Segment Start: Listed records

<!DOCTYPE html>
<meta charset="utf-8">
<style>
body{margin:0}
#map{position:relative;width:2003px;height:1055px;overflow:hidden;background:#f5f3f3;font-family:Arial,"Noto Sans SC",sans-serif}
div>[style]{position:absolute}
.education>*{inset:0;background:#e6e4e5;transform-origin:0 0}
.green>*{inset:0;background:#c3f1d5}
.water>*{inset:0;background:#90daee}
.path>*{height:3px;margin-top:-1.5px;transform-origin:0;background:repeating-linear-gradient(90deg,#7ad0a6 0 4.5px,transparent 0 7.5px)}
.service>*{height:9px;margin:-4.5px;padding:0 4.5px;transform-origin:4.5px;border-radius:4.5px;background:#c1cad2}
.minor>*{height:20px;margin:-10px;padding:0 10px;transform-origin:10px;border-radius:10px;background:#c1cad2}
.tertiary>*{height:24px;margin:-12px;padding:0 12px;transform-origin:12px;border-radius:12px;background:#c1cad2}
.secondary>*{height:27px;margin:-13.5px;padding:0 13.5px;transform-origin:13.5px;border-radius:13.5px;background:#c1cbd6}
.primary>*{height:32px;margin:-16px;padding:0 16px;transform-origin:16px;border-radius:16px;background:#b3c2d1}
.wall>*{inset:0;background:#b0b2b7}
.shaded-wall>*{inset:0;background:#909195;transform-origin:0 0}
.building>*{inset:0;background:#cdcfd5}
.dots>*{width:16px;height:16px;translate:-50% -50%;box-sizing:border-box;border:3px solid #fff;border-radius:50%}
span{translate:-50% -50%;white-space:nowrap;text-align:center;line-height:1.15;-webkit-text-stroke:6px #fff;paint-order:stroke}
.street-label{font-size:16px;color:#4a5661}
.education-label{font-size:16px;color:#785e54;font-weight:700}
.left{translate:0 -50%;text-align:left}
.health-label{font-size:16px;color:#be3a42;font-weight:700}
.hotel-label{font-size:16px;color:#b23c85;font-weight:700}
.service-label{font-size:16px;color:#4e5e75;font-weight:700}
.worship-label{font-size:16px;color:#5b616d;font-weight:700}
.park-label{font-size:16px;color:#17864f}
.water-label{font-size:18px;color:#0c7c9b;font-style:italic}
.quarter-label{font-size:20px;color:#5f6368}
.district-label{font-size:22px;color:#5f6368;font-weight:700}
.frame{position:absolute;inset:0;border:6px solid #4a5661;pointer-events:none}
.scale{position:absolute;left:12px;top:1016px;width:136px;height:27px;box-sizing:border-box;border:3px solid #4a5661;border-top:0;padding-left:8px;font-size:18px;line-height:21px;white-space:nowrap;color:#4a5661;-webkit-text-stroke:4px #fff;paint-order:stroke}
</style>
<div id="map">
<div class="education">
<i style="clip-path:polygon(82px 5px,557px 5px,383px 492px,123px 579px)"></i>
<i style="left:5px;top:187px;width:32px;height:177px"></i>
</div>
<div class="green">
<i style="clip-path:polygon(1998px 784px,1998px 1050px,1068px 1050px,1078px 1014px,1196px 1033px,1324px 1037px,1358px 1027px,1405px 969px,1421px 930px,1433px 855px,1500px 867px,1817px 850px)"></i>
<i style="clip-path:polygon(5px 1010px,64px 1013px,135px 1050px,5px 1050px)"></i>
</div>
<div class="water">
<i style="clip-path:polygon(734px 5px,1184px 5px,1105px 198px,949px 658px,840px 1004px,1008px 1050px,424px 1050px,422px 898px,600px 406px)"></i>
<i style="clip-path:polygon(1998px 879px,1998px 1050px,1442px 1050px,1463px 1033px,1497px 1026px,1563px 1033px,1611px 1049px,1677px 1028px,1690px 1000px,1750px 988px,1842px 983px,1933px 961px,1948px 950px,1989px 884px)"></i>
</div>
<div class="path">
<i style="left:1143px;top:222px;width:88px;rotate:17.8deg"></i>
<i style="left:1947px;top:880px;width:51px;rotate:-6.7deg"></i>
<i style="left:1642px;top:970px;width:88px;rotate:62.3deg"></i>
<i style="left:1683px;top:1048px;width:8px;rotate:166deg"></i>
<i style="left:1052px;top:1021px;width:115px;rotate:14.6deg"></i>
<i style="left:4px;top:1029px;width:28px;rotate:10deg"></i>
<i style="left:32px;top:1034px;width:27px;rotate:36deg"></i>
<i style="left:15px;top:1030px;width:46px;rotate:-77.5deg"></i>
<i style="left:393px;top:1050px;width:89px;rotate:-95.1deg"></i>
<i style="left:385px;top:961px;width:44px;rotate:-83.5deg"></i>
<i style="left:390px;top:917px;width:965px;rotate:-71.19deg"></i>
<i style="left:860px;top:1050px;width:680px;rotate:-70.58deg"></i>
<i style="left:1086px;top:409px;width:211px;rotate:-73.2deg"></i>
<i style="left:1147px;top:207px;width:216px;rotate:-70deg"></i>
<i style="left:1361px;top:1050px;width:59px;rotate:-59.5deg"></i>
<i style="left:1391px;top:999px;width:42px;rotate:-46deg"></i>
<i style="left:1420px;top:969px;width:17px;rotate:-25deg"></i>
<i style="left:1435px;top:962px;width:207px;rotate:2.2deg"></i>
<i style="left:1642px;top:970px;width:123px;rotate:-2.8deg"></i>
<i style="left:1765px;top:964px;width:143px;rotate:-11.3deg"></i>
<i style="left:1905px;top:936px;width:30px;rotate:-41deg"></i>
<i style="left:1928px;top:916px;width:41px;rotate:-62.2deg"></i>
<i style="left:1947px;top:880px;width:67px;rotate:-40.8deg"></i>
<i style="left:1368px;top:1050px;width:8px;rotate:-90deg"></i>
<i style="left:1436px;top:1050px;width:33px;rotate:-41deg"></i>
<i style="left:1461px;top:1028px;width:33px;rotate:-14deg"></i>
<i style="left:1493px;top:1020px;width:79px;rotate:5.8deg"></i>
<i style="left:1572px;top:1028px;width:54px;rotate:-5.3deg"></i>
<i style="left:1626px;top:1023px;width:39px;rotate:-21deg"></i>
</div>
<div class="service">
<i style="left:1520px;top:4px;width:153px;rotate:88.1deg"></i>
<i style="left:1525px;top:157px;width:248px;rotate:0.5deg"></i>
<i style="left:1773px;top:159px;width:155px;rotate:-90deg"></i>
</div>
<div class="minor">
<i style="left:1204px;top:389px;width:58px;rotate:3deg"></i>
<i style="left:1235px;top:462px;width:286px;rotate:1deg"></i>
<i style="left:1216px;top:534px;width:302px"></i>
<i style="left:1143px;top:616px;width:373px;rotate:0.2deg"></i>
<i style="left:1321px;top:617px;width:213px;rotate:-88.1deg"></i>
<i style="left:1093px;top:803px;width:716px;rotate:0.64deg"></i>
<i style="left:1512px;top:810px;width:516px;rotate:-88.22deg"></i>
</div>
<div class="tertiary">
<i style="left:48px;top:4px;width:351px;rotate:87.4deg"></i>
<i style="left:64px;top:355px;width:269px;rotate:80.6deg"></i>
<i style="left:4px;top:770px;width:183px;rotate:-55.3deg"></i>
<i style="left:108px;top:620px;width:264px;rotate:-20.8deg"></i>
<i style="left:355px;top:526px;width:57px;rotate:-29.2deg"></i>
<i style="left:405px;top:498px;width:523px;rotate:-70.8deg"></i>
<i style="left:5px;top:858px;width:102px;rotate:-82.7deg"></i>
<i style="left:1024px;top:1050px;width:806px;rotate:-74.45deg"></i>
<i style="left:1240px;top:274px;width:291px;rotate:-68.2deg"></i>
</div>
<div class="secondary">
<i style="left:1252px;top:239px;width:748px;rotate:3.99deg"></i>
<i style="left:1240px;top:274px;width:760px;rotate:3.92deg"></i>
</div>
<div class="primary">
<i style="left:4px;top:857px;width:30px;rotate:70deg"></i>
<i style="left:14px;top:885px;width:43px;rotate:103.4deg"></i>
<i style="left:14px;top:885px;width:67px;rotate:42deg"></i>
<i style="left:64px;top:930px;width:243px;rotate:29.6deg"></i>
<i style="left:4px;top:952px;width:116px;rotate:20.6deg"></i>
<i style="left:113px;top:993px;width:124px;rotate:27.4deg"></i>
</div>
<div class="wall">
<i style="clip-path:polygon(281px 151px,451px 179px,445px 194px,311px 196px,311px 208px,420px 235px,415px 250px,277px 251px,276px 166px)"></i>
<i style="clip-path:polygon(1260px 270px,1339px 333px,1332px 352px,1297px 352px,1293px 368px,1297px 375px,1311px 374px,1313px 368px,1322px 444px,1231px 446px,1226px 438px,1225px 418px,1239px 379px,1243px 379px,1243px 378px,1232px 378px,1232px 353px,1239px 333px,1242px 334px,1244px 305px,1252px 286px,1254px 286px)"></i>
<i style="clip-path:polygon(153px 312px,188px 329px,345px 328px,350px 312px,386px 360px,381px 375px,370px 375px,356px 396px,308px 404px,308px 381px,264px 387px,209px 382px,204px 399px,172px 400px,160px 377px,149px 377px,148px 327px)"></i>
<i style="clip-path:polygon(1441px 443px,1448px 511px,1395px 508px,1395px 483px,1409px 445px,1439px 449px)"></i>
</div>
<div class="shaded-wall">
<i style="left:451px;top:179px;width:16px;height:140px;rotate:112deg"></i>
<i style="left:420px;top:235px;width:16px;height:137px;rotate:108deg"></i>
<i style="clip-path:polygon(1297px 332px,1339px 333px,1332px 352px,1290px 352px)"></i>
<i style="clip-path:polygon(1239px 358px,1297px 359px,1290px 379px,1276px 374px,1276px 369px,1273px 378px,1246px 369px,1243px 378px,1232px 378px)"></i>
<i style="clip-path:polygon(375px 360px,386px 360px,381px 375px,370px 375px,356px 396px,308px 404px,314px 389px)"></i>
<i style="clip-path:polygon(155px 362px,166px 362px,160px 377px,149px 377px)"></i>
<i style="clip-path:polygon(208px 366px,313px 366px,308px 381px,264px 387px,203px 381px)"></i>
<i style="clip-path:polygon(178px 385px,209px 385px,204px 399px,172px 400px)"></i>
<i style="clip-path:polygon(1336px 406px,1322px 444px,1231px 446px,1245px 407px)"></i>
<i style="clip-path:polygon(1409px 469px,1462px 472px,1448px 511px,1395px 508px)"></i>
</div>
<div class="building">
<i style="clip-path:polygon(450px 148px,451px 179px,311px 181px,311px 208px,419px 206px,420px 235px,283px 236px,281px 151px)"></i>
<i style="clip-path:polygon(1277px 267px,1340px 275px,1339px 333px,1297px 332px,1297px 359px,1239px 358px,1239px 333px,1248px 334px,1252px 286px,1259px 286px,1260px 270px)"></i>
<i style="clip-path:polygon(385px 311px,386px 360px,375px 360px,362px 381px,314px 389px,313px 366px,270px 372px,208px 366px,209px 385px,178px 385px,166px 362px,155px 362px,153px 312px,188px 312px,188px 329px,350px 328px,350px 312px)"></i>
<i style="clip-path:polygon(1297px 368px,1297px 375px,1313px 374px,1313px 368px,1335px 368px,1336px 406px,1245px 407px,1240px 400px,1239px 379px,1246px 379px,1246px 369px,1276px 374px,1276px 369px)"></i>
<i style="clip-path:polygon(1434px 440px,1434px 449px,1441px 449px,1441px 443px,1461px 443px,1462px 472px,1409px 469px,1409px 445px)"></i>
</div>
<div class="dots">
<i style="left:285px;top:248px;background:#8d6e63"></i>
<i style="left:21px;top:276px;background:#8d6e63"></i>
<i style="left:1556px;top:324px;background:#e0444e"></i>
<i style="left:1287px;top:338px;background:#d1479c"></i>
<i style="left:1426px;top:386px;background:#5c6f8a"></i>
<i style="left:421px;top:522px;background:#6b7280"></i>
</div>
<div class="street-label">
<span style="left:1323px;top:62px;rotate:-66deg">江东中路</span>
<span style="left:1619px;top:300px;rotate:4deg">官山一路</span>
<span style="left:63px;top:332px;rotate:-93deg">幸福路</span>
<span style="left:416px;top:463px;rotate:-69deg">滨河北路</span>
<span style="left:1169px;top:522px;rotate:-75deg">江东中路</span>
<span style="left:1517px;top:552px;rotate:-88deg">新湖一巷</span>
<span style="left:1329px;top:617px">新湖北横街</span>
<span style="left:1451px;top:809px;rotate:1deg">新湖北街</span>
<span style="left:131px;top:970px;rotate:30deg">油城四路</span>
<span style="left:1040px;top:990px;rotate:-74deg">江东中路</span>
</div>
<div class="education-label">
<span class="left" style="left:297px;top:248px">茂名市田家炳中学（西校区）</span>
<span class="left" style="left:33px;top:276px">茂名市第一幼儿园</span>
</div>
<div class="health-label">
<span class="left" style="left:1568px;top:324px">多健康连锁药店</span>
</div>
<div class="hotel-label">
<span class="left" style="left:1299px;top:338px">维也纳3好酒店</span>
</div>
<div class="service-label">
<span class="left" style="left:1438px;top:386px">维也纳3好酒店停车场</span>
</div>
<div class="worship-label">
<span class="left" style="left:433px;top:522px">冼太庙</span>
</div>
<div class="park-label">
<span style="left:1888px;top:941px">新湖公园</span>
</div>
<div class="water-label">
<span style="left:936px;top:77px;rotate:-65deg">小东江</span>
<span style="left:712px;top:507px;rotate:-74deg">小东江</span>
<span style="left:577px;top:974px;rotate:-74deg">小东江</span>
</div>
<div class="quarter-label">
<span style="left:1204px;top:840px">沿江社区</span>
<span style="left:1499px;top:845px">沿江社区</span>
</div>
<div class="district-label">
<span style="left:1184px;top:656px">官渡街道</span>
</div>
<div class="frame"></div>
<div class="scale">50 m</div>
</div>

Segment End: Listed records

■ Work task:
For each line above that contains the word "shaded", give the line as it is written.

■ Solution to this problem:
.shaded-wall>*{inset:0;background:#909195;transform-origin:0 0}
<div class="shaded-wall">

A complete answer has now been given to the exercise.